- [Exercise] Exactly as written, write out the lines below from the first to the one containing "2px #b5babd) drop-shadow(0", inclusive. Pictures do not belong in the copy.

━━━ Study material ━━━

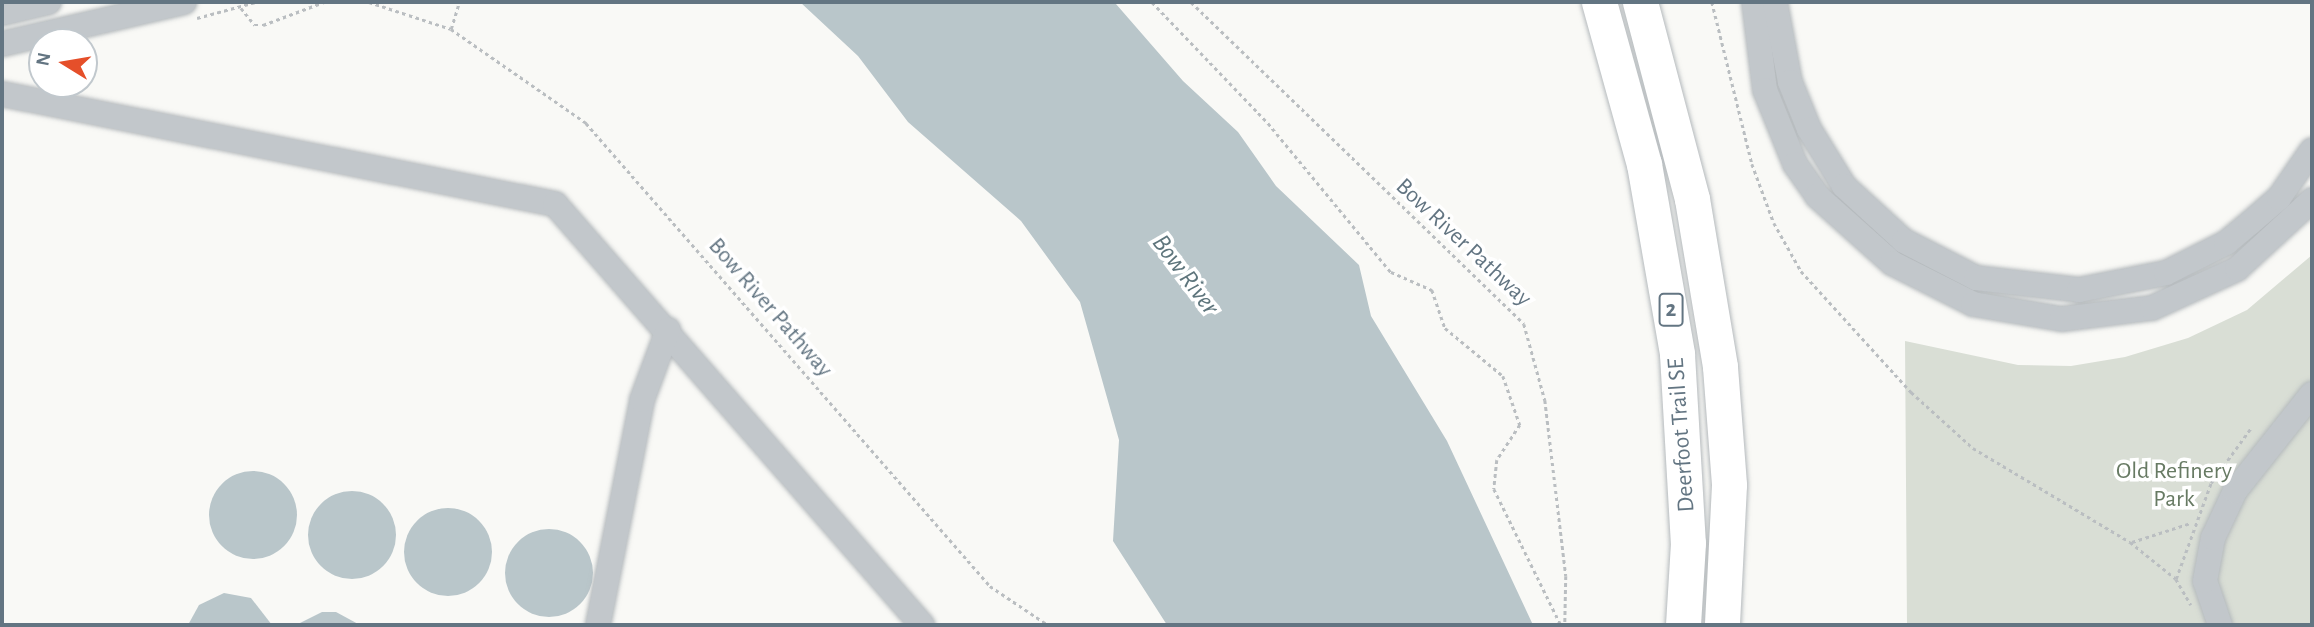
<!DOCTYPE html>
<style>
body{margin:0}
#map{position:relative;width:2314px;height:627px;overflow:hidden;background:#f9f9f6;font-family:"Alegreya Sans",sans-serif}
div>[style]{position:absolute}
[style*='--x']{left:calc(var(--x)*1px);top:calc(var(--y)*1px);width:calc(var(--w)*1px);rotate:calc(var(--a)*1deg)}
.green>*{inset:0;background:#d9ded5}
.water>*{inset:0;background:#b9c6ca}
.round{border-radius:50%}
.path>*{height:2.5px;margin-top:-1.25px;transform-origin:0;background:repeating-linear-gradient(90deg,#babec1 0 3.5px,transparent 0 7px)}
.roads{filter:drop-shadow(0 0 2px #b5babd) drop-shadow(0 0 2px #b5babd)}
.minor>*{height:24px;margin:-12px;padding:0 12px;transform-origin:12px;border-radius:12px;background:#c2c7cb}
.highway>*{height:35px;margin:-17.5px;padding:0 17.5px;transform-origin:17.5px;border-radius:17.5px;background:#fff}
span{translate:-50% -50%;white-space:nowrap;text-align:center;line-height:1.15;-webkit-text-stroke:7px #fff;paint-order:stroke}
.shield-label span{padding:2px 5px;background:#fff;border:2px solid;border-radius:5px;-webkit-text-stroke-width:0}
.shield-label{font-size:23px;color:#637582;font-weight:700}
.street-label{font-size:24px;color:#637582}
.park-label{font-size:24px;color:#677a63}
.water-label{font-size:26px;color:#5e757c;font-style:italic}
.frame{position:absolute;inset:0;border:4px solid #637582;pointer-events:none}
.north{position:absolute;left:28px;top:28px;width:70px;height:70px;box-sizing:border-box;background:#fff;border:2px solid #c1c8cd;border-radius:50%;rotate:281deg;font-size:19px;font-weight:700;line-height:28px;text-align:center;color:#637582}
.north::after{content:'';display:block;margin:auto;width:24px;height:32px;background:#e54f2a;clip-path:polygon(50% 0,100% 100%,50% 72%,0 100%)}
</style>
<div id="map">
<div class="green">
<div style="clip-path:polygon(2312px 255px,2312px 625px,1907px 625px,1905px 341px,2018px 365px,2071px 366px,2125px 357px,2188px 338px,2247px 310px)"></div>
</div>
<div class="water">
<div style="clip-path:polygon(800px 2px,1116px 4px,1183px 81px,1238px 132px,1276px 186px,1359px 265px,1371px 316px,1447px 441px,1533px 625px,1167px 625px,1113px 541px,1119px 440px,1080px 302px,1021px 221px,908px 122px,858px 56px)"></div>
<div class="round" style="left:209px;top:471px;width:88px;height:88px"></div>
<div class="round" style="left:308px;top:491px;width:88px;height:88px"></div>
<div class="round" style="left:404px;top:508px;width:88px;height:88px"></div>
<div class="round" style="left:505px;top:529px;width:88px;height:88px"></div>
<div style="clip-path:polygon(224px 593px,251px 598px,272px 625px,188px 625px,199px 605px)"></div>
<div style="clip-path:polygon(322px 612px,336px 612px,360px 625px,296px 625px)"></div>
</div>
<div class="path">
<div style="--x:369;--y:2;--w:86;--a:18.2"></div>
<div style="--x:451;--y:29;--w:28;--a:-73"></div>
<div style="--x:1152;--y:2;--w:168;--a:46.2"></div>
<div style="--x:1268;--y:123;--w:193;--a:50.5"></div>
<div style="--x:1391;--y:272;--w:45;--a:23.7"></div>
<div style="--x:1432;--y:290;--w:40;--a:71.1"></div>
<div style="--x:1445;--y:328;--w:75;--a:39.6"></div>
<div style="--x:1503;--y:376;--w:52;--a:70.9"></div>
<div style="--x:1520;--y:425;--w:42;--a:123.3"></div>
<div style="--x:1497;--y:460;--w:29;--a:96"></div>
<div style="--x:1494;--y:489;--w:152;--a:63.8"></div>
<div style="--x:1191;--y:2;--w:463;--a:44"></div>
<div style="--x:1524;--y:324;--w:79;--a:74.6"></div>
<div style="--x:1545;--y:400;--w:177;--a:83.2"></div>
<div style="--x:1566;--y:576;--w:49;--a:91.2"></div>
<div style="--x:1712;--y:2;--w:167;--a:76.1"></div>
<div style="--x:1752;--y:164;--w:63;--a:69.6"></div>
<div style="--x:1774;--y:223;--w:55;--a:60.6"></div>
<div style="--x:1801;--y:271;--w:164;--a:47.7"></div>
<div style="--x:1911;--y:392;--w:84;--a:42.1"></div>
<div style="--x:1973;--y:448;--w:183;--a:30.9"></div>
<div style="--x:2130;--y:542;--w:59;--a:38.8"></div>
<div style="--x:2176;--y:579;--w:30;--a:60"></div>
<div style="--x:241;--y:8;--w:22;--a:51"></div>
<div style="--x:255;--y:25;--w:8;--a:0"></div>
<div style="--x:263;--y:25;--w:65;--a:-20.7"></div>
<div style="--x:197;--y:18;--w:61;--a:-15.2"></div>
<div style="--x:451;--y:29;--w:165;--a:34.8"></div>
<div style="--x:586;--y:123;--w:614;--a:48.89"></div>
<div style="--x:990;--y:586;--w:70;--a:33.9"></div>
<div style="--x:2132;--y:542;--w:62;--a:-17.9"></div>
<div style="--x:2176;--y:579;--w:102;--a:-70"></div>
<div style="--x:2211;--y:483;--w:68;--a:-54"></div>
</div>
<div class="roads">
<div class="minor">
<div style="--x:1754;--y:2;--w:89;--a:82.9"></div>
<div style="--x:1765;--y:90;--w:80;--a:67.9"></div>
<div style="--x:1795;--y:164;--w:39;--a:55"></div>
<div style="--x:1817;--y:196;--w:101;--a:41.8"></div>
<div style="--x:1892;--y:263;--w:91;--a:26.8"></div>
<div style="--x:1973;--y:304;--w:90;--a:9.6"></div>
<div style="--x:2062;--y:319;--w:91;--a:-7"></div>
<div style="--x:2152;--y:308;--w:94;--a:-24.6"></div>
<div style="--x:2237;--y:269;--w:102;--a:-42.6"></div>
<div style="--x:1775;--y:2;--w:81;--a:79.4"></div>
<div style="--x:1790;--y:82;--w:51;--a:68"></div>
<div style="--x:1809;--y:129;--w:67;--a:58.4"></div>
<div style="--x:1844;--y:186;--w:81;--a:42.5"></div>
<div style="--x:1904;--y:241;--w:81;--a:27.2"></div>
<div style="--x:1976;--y:278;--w:104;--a:6.6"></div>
<div style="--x:2079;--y:290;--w:89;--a:-11.1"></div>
<div style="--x:2166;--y:273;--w:67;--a:-26.6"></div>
<div style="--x:2226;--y:243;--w:31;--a:-40"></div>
<div style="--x:2250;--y:223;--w:38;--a:-41"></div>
<div style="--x:2279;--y:198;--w:58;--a:-55.5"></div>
<div style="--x:2;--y:13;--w:48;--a:-13.2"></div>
<div style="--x:2;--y:44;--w:187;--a:-13"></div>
<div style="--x:2;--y:94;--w:564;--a:11.25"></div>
<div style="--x:555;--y:204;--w:559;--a:48.92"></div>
<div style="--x:598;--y:625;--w:229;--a:-78.9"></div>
<div style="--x:642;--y:400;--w:75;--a:-69.6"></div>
<div style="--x:2220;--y:625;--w:46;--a:-108.8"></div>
<div style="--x:2205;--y:581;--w:44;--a:-79.5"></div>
<div style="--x:2213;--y:538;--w:52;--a:-64.9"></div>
<div style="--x:2235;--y:491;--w:124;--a:-51.6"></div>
</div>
<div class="highway">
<div style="--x:1599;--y:2;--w:168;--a:74.5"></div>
<div style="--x:1644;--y:164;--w:193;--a:80.1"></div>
<div style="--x:1677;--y:354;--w:189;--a:86.7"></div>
<div style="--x:1688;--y:543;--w:82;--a:93.5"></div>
<div style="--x:1640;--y:2;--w:204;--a:75.2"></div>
<div style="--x:1692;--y:199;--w:170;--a:80.5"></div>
<div style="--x:1720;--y:367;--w:118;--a:85.6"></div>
<div style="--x:1729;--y:485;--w:140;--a:92.9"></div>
</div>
</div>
<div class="shield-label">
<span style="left:1671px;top:310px">2</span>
</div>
<div class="street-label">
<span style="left:1463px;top:243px;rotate:43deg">Bow River Pathway</span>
<span style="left:770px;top:308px;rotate:49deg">Bow River Pathway</span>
<span style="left:1682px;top:435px;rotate:-94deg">Deerfoot Trail SE</span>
</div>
<div class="park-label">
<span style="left:2174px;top:486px">Old Refinery<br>Park</span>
</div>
<div class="water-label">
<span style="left:1185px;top:275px;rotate:53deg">Bow River</span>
</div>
<div class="frame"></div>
<div class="north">N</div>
</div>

━━━

- [Your solution]
<!DOCTYPE html>
<style>
body{margin:0}
#map{position:relative;width:2314px;height:627px;overflow:hidden;background:#f9f9f6;font-family:"Alegreya Sans",sans-serif}
div>[style]{position:absolute}
[style*='--x']{left:calc(var(--x)*1px);top:calc(var(--y)*1px);width:calc(var(--w)*1px);rotate:calc(var(--a)*1deg)}
.green>*{inset:0;background:#d9ded5}
.water>*{inset:0;background:#b9c6ca}
.round{border-radius:50%}
.path>*{height:2.5px;margin-top:-1.25px;transform-origin:0;background:repeating-linear-gradient(90deg,#babec1 0 3.5px,transparent 0 7px)}
.roads{filter:drop-shadow(0 0 2px #b5babd) drop-shadow(0 0 2px #b5babd)}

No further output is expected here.